Gasparilla Pirate Festival
Like Mardi Gras, only everyone's a pirate.
Legend has it that Jose Gasparillo née Gaspar, “the last of the buccaneers,” plundered over 400 ships over the course of 40 years of tyranny on the high seas. In no region did he make more of an impression than the Gulf Coast of Florida.
His primary pirating grounds ranged from the northernmost point of western Florida all the way south to Cuba. Throughout his tenure, Gasparillo developed a reputation for fearlessness and ferociousness, frequently killing all the men aboard a ship. The infamous pirate was also, of course, quite the lady’s man, and he routinely elected to either keep the women he encountered as his personal concubines or ransom them back to their wealthy family members. While they waited to be ransomed, the women were trapped on nearby Captiva Island, which some claim gave the island its name.
Fast forward to 1904 when Tampa officials adopted the pirate as the “patron rogue” of their annual celebration. Secret meetings were held in which 40 members of the first “Ye Mystic Krewe of Gasparilla” planned a surprise attack on the city during the main parade. Clad head-to-toe in pirate garb and riding horses, the first so-called “invasion” was such a wild success that the townsfolk demanded it becomes a permanent feature.

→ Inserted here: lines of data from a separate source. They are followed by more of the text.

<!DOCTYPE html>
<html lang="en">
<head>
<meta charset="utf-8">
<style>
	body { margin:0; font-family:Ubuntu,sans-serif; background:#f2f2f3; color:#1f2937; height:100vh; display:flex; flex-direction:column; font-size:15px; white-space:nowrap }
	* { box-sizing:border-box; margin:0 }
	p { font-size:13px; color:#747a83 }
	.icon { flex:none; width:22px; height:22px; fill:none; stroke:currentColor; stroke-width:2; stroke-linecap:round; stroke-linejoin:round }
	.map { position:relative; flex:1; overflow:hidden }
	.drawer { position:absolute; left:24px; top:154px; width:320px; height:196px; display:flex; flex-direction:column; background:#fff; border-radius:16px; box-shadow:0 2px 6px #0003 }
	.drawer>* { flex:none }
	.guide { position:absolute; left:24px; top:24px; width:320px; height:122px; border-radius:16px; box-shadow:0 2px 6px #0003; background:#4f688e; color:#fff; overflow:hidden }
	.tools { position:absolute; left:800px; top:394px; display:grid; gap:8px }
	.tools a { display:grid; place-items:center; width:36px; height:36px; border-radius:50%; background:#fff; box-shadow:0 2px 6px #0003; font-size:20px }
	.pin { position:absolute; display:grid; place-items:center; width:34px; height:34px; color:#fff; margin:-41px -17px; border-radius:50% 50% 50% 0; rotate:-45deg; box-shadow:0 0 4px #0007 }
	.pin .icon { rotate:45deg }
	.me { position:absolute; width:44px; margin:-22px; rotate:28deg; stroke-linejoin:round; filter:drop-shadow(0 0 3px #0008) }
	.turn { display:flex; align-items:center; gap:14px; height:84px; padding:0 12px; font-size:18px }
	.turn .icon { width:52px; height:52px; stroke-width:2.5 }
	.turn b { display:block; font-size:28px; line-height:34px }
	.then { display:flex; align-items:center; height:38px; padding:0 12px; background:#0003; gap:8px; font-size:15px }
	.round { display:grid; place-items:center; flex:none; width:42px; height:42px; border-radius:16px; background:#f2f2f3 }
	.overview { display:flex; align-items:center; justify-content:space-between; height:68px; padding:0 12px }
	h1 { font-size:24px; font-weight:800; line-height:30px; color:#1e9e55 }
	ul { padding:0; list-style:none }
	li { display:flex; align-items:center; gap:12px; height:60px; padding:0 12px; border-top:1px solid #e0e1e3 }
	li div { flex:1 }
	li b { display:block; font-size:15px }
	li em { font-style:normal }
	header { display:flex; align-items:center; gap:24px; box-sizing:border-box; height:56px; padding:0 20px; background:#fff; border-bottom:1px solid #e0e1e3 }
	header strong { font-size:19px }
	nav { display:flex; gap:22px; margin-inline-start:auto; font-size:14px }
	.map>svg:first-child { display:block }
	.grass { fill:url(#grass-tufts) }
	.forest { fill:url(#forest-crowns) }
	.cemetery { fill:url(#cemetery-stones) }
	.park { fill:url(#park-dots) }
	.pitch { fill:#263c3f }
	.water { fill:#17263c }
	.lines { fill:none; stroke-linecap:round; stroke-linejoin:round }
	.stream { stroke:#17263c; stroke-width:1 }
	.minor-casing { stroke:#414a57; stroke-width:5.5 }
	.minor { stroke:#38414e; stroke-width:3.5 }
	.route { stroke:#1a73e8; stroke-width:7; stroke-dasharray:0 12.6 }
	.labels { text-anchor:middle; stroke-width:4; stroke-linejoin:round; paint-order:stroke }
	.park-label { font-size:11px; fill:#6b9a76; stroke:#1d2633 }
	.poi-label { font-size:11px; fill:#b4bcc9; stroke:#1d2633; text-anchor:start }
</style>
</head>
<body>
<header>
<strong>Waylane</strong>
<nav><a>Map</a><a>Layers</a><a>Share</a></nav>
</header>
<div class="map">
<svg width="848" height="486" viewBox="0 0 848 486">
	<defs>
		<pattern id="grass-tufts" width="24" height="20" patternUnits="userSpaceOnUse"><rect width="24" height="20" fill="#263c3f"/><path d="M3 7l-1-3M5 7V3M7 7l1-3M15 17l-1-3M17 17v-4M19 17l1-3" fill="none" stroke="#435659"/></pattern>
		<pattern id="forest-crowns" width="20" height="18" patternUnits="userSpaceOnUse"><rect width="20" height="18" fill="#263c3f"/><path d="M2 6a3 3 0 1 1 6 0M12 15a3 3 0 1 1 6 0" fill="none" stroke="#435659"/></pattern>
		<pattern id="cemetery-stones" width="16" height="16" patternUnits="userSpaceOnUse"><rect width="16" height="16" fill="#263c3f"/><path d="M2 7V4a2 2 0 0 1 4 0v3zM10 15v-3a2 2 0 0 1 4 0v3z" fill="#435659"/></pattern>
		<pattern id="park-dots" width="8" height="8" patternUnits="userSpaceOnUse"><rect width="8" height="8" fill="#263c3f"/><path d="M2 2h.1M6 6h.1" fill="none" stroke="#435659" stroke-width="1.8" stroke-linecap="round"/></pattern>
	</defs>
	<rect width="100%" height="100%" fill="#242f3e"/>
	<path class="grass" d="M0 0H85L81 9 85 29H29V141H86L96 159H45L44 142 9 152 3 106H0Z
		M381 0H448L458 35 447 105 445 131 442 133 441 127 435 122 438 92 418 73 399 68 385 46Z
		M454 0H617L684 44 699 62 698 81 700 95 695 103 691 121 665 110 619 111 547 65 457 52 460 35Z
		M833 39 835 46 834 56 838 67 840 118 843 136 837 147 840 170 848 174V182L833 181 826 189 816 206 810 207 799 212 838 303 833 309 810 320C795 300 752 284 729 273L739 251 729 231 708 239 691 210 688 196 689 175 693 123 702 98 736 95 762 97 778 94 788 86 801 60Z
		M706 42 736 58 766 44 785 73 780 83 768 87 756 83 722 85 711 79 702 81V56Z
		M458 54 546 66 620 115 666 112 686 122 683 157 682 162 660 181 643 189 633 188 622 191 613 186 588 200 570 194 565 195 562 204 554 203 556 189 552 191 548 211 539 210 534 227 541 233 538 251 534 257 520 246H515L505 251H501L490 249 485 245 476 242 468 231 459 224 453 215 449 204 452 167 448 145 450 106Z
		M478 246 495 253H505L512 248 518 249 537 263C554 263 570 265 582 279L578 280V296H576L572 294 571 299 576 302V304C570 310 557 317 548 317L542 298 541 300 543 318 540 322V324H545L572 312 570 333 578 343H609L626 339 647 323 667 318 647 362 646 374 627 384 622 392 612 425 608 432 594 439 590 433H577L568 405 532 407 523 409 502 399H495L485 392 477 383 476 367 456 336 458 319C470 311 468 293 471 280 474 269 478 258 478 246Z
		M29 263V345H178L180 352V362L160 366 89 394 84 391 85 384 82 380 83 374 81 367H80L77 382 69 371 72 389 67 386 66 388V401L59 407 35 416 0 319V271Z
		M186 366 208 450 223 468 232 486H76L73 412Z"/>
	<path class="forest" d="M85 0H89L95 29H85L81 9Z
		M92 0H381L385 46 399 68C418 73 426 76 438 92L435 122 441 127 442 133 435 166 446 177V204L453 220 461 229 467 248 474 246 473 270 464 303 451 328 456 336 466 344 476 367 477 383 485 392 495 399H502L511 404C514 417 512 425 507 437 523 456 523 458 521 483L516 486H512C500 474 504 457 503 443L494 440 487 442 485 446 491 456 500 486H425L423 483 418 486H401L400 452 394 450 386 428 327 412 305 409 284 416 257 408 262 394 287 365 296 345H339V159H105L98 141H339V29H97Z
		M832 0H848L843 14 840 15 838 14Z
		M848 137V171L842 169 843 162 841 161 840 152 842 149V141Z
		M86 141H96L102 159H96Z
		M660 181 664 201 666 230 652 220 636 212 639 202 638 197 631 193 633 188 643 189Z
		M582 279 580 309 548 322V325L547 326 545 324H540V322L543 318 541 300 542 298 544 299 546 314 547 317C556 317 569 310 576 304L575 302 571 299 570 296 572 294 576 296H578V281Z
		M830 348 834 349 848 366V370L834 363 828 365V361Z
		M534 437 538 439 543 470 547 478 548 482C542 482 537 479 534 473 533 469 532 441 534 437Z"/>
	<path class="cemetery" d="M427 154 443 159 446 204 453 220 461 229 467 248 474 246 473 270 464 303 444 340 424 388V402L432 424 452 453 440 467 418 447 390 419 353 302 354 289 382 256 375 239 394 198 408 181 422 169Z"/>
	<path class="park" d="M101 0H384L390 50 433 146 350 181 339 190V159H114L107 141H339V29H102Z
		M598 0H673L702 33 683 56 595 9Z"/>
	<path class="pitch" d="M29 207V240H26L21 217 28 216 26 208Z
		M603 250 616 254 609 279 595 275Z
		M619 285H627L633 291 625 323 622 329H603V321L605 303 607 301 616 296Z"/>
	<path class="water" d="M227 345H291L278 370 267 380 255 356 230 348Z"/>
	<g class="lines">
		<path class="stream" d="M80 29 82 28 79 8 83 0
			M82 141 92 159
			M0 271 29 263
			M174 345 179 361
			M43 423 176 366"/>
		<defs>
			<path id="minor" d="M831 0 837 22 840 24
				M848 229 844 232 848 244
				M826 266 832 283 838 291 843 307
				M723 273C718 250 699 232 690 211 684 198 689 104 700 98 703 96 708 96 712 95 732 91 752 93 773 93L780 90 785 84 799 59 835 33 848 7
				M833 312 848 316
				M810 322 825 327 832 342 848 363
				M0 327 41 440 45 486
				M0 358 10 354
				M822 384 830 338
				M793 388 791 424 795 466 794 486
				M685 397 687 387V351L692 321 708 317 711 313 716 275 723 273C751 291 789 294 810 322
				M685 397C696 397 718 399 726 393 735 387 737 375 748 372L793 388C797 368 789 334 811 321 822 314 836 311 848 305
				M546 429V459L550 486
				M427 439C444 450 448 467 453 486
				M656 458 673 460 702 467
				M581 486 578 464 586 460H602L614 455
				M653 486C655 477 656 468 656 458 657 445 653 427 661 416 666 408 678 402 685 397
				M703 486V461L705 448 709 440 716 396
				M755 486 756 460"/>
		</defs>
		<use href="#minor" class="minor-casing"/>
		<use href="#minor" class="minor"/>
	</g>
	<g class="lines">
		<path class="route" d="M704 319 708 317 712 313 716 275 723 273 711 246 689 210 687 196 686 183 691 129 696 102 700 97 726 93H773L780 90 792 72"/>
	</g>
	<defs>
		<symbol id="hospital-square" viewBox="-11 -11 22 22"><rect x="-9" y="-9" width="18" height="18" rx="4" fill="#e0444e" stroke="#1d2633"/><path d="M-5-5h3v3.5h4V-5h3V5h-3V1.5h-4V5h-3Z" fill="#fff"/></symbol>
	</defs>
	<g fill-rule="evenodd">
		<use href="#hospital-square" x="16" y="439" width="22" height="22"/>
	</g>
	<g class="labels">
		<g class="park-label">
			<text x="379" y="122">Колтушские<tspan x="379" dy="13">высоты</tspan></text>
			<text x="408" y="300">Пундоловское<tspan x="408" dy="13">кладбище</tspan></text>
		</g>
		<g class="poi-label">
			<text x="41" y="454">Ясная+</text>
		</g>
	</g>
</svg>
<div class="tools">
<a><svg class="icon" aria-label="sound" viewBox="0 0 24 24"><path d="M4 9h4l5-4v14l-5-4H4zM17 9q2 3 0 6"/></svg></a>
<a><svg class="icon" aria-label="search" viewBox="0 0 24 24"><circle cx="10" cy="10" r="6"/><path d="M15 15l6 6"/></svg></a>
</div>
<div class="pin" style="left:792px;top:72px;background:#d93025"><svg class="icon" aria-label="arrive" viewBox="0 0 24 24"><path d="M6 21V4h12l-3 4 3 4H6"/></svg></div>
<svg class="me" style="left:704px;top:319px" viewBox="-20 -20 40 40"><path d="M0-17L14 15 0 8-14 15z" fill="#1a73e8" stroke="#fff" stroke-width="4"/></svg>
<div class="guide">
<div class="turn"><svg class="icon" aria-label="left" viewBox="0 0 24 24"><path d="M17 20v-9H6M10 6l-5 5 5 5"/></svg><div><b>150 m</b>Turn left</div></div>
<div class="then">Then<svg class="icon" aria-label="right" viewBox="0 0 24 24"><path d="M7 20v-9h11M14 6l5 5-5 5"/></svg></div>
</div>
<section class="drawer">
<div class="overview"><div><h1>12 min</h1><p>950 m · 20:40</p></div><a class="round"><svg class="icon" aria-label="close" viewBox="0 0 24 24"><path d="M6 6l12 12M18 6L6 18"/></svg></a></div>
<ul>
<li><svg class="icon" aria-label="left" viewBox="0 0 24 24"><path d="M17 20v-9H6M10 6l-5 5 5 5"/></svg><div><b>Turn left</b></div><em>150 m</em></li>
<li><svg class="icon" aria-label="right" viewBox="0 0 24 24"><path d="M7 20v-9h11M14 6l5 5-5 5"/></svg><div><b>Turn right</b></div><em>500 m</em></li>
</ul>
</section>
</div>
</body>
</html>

These days, revelers take to the streets of Tampa in January to witness boats, pirates, parades, merriment, and more during the Gasparilla Pirate Festival (or simply “Gasparilla” to locals), celebrating the world’s yet-undiscovered treasure as well as the pirate’s legacy of being a “hearty old swashbuckler with courtly manners and possibly – just possibly – prankful habits.”
The modern incarnation of Ye Mystic Krewe numbers more than 700 of the city’s most prominent leaders, who continue the traditional invasion by cutting through the harbor aboard the “pirate ship” Jose Gaspar (commissioned by the Krewe in 1954). After the invasion, a pirate parade streams through town, tossing beads and encouraging much grog-swilling. Without fail, the turnout for Gasparilla is massive, so come prepared. It’s also advised that you wear your finest pirate garb.
Though the majority of Gasparilla is distinctly adult in nature, a parallel festival is known as “Children’s Gasparilla Extravaganza” is held the week prior for more family-oriented good times.